# Carolina boots



## drsparky (Nov 13, 2008)

I love my Carolinas, very comfortable.


----------



## Frasbee (Apr 7, 2008)

How do you guys like those work boots?

So far I've avoided wearing "construction" boots and opted for military spec'ed boots for their low break in time, light weightedness, flexibility and breathability.


----------



## SparkYZ (Jan 20, 2010)

I wear Red Wings. American made ones. They have quite a bit made in China, only the US made boots are re-soleable. Nothing I've worn comes close for comfort, except Oakleys military boots


----------



## DIRT27 (Aug 25, 2010)

mattsilkwood said:


> When did Carolina start making boots in china? That was one of their big selling points, made in America by American workers.
> The problem is, people buy this stuff. If we all stuck together and refused to buy this Chinese sh!t they would stop making it. But that will never happen.
> 
> I looked at both pairs side by side, the Chinese pair had stiffer leather and looked like it wasn't as good grained. I'm obviously biased so maybe I saw what I wanted to see, I don't know.
> ...


I wear Danners and they are doing the same thing. I got some new ones last year and the salesman was telling me how great and tough the china one was. He never mentioned that it was made in china, I told him I didn't like that boot and bought the American boot. The china boot was similar and about $80 cheaper. It is disappointing to see some of these companies that have always had quality American made products even offering a foreign option.


----------



## MarcDuke (Dec 22, 2010)

yeah I have noticed the same thing with Chippewa boots. I had the ones made in the god ole' USA last me almost 3 years. my wife got me the IQ series they were cold in the winter and heavy as all hell. and broke down in about a year. i am thinking of changing brands. any recos. i dont want steel toe. due to the leather breakdown due to devicing.


----------



## HARRY304E (Sep 15, 2010)

MarcDuke said:


> yeah I have noticed the same thing with Chippewa boots. I had the ones made in the god ole' USA last me almost 3 years. my wife got me the IQ series they were cold in the winter and heavy as all hell. and broke down in about a year. i am thinking of changing brands. any recos. i dont want steel toe. due to the leather breakdown due to devicing.


Red wing boots are the best and last a long time just make sure you buy the made in USA ones:thumbup:

http://www.redwingshoes.com/

Welcome to the forum:thumbsup:


----------



## thegoldenboy (Aug 15, 2010)

MarcDuke said:


> yeah I have noticed the same thing with Chippewa boots.

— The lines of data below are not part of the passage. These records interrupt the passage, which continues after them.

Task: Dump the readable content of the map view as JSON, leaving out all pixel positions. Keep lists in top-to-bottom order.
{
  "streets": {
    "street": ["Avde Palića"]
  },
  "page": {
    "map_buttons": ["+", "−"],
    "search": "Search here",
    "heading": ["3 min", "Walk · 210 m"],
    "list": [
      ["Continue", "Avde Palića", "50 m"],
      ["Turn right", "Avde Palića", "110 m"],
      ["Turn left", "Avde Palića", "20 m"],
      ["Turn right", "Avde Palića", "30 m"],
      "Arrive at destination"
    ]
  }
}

I had the ones made in the god ole' USA last me almost 3 years. my wife got me the IQ series they were cold in the winter and heavy as all hell. and broke down in about a year. i am thinking of changing brands. any recos. i dont want steel toe. due to the leather breakdown due to devicing.

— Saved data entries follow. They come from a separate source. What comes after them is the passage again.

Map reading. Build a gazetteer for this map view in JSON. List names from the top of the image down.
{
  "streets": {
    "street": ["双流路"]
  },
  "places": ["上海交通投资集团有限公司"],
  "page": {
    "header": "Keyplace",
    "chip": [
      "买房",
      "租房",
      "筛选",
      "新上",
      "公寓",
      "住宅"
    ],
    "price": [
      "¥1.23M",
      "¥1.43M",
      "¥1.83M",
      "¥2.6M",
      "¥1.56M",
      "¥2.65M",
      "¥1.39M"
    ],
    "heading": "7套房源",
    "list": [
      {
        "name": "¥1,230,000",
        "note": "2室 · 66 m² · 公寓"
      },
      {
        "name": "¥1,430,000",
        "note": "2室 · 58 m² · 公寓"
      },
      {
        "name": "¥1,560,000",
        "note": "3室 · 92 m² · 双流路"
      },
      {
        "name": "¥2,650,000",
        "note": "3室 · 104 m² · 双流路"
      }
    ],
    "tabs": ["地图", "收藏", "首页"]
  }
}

I had a couple of cheap pairs of boots I got from Sears and after the second set one of the old timers in my shop sent me to the local Redwing dealer to check them out. I found a pair I liked and picked them up for about $170. About three months into wearing them I noticed a chunk of the sole had come apart so I brought them in and they resoled them for free. After that they held up for 3 years, the leather was worn but still in good condition. I just replaced them about 4 months ago with a new pair of the same boot because I couldn't afford the downtime of having to get them resoled again. So now they're making a pretty good back up. I highly recommend Redwings.


----------



## Thedroid (Dec 6, 2010)

Use the tuff toe or swing your boots by the bedliner place and have them trow a layer over the toes for a few bucks on the side. It doubles the toe life if you have to wear steel toes and do a lot of devicing.


----------



## B4T (Feb 10, 2009)

HARRY304E said:


> Red wing boots are the best and last a long time just make sure you buy the made in USA ones:thumbup:
> 
> http://www.redwingshoes.com/
> 
> :


I blew out the sides of my Timberland boots and need to get a new pair.

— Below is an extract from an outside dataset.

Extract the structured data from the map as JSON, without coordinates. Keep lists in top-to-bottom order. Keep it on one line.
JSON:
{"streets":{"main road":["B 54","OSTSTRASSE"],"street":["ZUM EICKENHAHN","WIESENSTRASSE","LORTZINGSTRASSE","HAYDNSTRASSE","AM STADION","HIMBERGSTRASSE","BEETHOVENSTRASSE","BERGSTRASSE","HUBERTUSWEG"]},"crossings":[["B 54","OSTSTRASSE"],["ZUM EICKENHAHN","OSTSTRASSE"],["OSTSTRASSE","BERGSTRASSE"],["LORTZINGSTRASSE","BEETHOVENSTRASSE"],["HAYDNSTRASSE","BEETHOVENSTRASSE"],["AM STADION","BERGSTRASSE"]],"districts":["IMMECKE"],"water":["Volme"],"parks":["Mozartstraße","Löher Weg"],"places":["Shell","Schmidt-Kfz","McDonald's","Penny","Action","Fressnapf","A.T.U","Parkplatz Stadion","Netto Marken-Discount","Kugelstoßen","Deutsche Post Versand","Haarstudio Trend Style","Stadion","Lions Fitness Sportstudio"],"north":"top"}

90% of the time I wear sneakers except when the work place is a mud bog.

Those REDWING boots sound good.. going to try them out.. :thumbsup:


----------



## HARRY304E (Sep 15, 2010)

B4T said:


> I blew out the sides of my Timberland boots and need to get a new pair.
> 
> 90% of the time I wear sneakers except when the work place is a mud bog.
> 
> Those REDWING boots sound good.. going to try them out.. :thumbsup:


Yes back in the early 80's i worked for a big commercial shop and they would pay 50% of the cost,, well once i bought a pair i never switched again .. before that my feet were allways killing me.

So there worth the Extra money and get the boot red wing makes that make them last even longer:thumbup:


----------



## Jlarson (Jun 28, 2009)

I'm done with work boots, I can't seem to find any that will hold up, I'm on to tactical boots now.


----------



## Josue (Apr 25, 2010)

MarcDuke said:


> yeah I have noticed the same thing with Chippewa boots. I had the ones made in the god ole' USA last me almost 3 years. my wife got me the IQ series they were cold in the winter and heavy as all hell. and broke down in about a year. i am thinking of changing brands. any recos. i dont want steel toe. due to the leather breakdown due to devicing.


Welcome to the forum:thumbsup:


----------



## Josue (Apr 25, 2010)

A friend of mine went to a shoe store in the states and there was only one pair of CAT boots left, they were in sale at $40 or $60 (they were $150+ boots) and they were his size, so he bought them.


----------



## ethaninmotion (Sep 28, 2010)

I was going to buy a new pair of chippewa or thorogood, but im interested in the tactical boots, any good made in usa and waterproof oh and any in 6"?


----------



## B4T (Feb 10, 2009)

ethaninmotion said:


> I was going to buy a new pair of chippewa or thorogood, but im interested in the tactical boots, any good made in usa and waterproof oh and any in 6"?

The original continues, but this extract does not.